▶ [INSTRUCTIONS FOR THE TASK]: Scan the entries below for the string "bottom" and copy every line where it turns up.

▶ [WORKING DATA]:
- - - - - - -

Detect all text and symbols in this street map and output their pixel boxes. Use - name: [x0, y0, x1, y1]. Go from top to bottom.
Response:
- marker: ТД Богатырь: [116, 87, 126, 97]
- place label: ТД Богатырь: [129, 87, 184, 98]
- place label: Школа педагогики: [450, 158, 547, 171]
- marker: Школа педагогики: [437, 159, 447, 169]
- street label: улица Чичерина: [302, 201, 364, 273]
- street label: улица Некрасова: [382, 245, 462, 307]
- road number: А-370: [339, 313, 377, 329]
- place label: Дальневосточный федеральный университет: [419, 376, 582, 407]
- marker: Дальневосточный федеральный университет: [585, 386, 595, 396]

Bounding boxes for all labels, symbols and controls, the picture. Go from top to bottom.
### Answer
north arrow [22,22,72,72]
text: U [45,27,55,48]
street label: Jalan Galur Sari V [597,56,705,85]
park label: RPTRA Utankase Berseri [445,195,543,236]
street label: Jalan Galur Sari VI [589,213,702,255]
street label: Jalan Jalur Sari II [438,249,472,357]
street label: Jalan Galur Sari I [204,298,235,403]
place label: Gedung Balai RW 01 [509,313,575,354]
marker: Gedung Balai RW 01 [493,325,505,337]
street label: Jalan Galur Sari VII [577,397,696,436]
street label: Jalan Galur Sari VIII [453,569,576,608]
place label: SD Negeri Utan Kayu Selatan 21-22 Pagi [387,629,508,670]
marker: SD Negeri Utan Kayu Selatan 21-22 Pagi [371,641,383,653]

- - - - - - -

▶ [YOUR SOLUTION]:
Detect all text and symbols in this street map and output their pixel boxes. Use - name: [x0, y0, x1, y1]. Go from top to bottom.
Bounding boxes for all labels, symbols and controls, the picture. Go from top to bottom.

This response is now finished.